Mme [V] et M. [K] répliquent que la mauvaise foi des intimés est caractérisée par le biais d’une telle demande, d’une part en raison du montant invraisemblablement élevé demandé et d’autre part parce que la demande est dénuée de fondement ; que leur appel a en effet pour objet de les replacer dans leurs droits après la violation de leurs obligations par les consorts [G] ; et que leur action est parfaitement fondée.
Réponse de la cour :
En vertu de l’article 1240 du code civil, tout fait quelconque de l’homme, qui cause à autrui un dommage, oblige celui par la faute duquel il est arrivé, à le réparer.
Selon l’article 32-1 du code de procédure civile, celui qui agit en justice de manière dilatoire ou abusive peut être condamné à une amende civile d’un maximum de 10 000 euros, sans préjudice des dommages-intérêts qui seraient réclamés.
En l’espèce, si l’appel de Mme [V] et M. [K] n’a pas prospéré, il ne saurait découler aucun abus de droit de leur part du seul fait de leur action en justice pour faire valoir leur droit et la décision du premier juge qui a statué en ce sens sera confirmée.
III- Sur les frais de procédure':
Le jugement sera confirmé en ses chefs statuant sur les dépens et les frais irrépétibles.

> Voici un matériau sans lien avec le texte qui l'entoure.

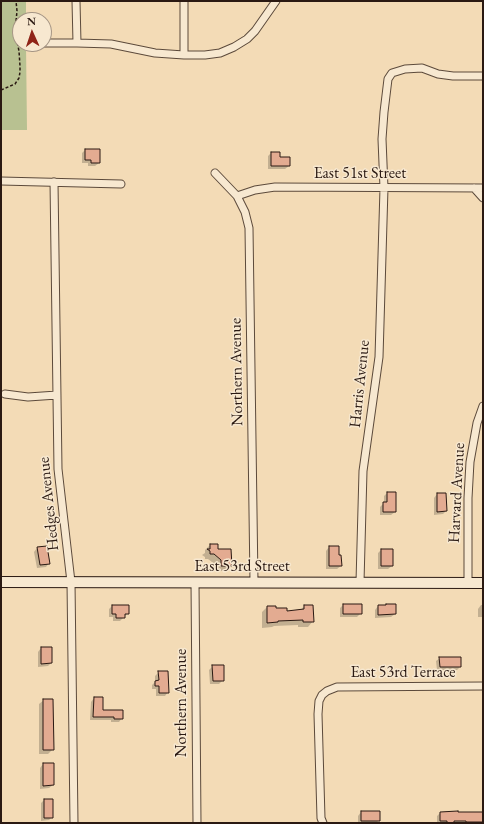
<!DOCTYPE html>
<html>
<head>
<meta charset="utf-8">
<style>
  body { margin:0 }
  #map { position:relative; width:484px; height:824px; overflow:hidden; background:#f3dbb6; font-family:"EB Garamond",serif }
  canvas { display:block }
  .frame { position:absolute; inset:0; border:2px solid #2a1912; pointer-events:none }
  .north { position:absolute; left:12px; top:12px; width:40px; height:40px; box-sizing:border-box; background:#f7e8d0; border:1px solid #a59584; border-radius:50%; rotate:357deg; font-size:11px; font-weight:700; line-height:16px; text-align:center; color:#2a1912 }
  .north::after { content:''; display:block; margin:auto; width:14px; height:18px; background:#8f2418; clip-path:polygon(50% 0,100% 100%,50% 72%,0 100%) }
</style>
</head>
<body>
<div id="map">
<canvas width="484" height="824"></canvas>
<div class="frame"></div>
<div class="north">N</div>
</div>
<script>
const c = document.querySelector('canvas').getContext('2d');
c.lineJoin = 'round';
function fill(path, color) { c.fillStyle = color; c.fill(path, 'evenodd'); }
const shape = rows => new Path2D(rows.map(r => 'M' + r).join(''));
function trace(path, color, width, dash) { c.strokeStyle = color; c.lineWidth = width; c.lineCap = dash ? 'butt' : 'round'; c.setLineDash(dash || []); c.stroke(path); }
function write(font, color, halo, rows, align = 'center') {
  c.font = font + ' "EB Garamond",serif'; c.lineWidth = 3; c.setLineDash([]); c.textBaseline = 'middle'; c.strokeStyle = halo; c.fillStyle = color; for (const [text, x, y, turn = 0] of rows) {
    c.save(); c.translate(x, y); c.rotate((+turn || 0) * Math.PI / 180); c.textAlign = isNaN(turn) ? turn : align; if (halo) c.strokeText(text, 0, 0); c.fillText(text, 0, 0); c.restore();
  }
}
fill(shape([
  [1,1,26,1,26,20,20,20,20,44,26,44,27,130,1,130]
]), '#b8c191');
fill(shape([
  [85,150,99,163,95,166,88,166,88,163,82,163,82,153],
  [271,153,279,158,289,166,285,169,268,169,268,156],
  [387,493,395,493,395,512,391,515,380,515,380,507,384,503,384,496],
  [437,494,446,511,443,514,434,515,434,498],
  [210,545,217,550,231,565,225,571,216,571,216,565,208,559,205,559,205,557,202,555,205,553,205,550],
  [329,547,341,566,337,569,326,569,326,551],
  [37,548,49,563,46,567,37,568,34,552],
  [381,550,392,566,388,569,378,569,378,553],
  [343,605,361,613,357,617,340,617,340,608],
  [481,605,483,605,483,617,478,617,478,609],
  [112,606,128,613,120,621,113,621,113,617,109,617,109,609],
  [304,606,313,621,308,627,298,627,298,625,274,626,272,627,262,628,262,612,267,607,286,612,300,611],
  [378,606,395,614,391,617,375,618,375,610],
  [41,648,51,663,48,666,38,667,38,652],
  [440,658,460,667,457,670,437,670,436,661],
  [213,666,223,680,219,684,210,684,209,670],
  [159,672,168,692,165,696,156,696,156,689,152,689,152,685,155,682,155,676],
  [94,698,102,698,102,711,122,718,119,722,111,722,111,720,90,720,91,702],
  [44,700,53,749,48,754,39,754,39,704],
  [43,764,53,785,49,788,40,789,40,768],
  [44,800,52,800,52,817,49,820,41,821,41,803],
  [361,812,379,820,376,823,358,823,358,816],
  [440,813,483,813,483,822,437,823,437,816]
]), '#0003');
const building = shape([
  [85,149,100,149,100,163,91,163,91,160,85,160,85,149],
  [271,152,280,152,280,157,290,157,290,166,271,166,271,152],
  [387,492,396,492,396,512,383,512,383,502,387,502,387,492],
  [437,493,446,493,447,511,437,512,437,493],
  [210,544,218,544,218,549,231,549,232,566,221,566,221,560,214,554,210,554,210,551,207,549,210,549,210,544],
  [47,546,50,564,40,565,37,547,47,546],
  [329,546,339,546,339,555,341,555,342,566,329,566,329,546],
  [381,549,393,549,393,566,381,566,381,549],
  [343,604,362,604,362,614,343,614,343,604],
  [386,604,396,604,396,614,378,615,378,605,386,605,386,604],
  [112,605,129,605,129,614,125,614,125,618,116,618,116,614,112,614,112,605],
  [304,605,313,605,314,622,303,622,303,620,278,621,278,622,267,623,267,606,276,606,276,608,287,608,287,611,304,609,304,605],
  [41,647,52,647,52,663,41,664,41,647],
  [439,657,461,657,461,667,440,667,439,657],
  [212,665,224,665,224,681,213,681,212,665],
  [158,671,168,671,169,693,159,693,159,686,155,686,155,681,159,680,158,671],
  [94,697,103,697,103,710,123,710,123,719,114,719,114,717,93,717,94,697],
  [43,699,53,699,54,750,43,750,43,699],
  [43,763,54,763,54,785,43,786,43,763],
  [44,799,53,799,53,818,44,818,44,799],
  [361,811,380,811,380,821,361,821,361,811],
  [458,811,458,812,483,812,483,822,466,822,466,821,454,821,454,823,447,823,447,821,440,821,440,812,458,811]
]);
fill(building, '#e3ab91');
trace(building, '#2a1912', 1);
const street = shape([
  [76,1,77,43],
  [44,43,77,43,111,44,155,53,184,55,205,55,220,53,234,47,247,39,255,31,276,1],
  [184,55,184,1],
  [215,173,237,196,245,212,249,228,254,582],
  [1,181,121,184],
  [54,182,58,469,71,582,74,823],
  [474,188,483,198],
  [237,196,255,190,275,187,483,188],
  [5,394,28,397,57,395],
  [195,582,197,823],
  [360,582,363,471,379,357,384,188,382,139,384,112,388,79,392,73,405,69,422,68,438,74,453,76,483,76],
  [468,583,468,498,470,462,477,423,483,406],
  [323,823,321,818,318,714,319,701,322,695,327,691,337,687,483,686]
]);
const secondary = shape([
  [1,582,483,583]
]);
trace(street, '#5c4a3b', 9);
trace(secondary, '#2a1912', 12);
trace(shape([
  [1,90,15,84,19,78,20,72,20,66,19,51,15,32,17,11,16,1]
]), '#2a1912', 1.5, [3, 2]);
trace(street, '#f7e8d0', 7);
trace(secondary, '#f7e8d0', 10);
write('16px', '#2a1912', '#f7e8d0', [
  ["East 51st Street",360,174],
  ["Northern Avenue",237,372,-91],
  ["Harris Avenue",360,384,-84],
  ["Harvard Avenue",457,493,-87],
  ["Hedges Avenue",49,504,-96],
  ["East 53rd Street",242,567],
  ["East 53rd Terrace",403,673],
  ["Northern Avenue",182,703,-90]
]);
</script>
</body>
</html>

M. [L] [K] et Mme [R] [V] seront condamnés in solidum aux dépens d’appel, ainsi qu’à payer à M. et Mme [G] la somme de 3'000 euros sur le fondement de l’article 700 du code de procédure civile.
PAR CES MOTIFS
Statuant publiquement, par arrêt contradictoire et en dernier ressort,
CONFIRME le jugement rendu le 29 août 2023 par le tribunal judiciaire de Tours, entre les parties, en toutes ses dispositions ;
Y Ajoutant :
CONDAMNE in solidum M. [L] [K] et Mme [R] [V] aux entiers dépens d’appel';
CONDAMNE in solidum M. [L] [K] et Mme [R] [V] à payer à M. [Y] [G] et Mme [X] [T] épouse [G] la somme complémentaire de 3 000 euros sur le fondement de l’article 700 du code de procédure civile, au titre des frais irrépétibles d’appel.
Arrêt signé par Mme Nathalie LAUER, Présidente de Chambre et M. Alexis DOUET, Greffier, auquel la minute de la décision a été remise par le magistrat signataire.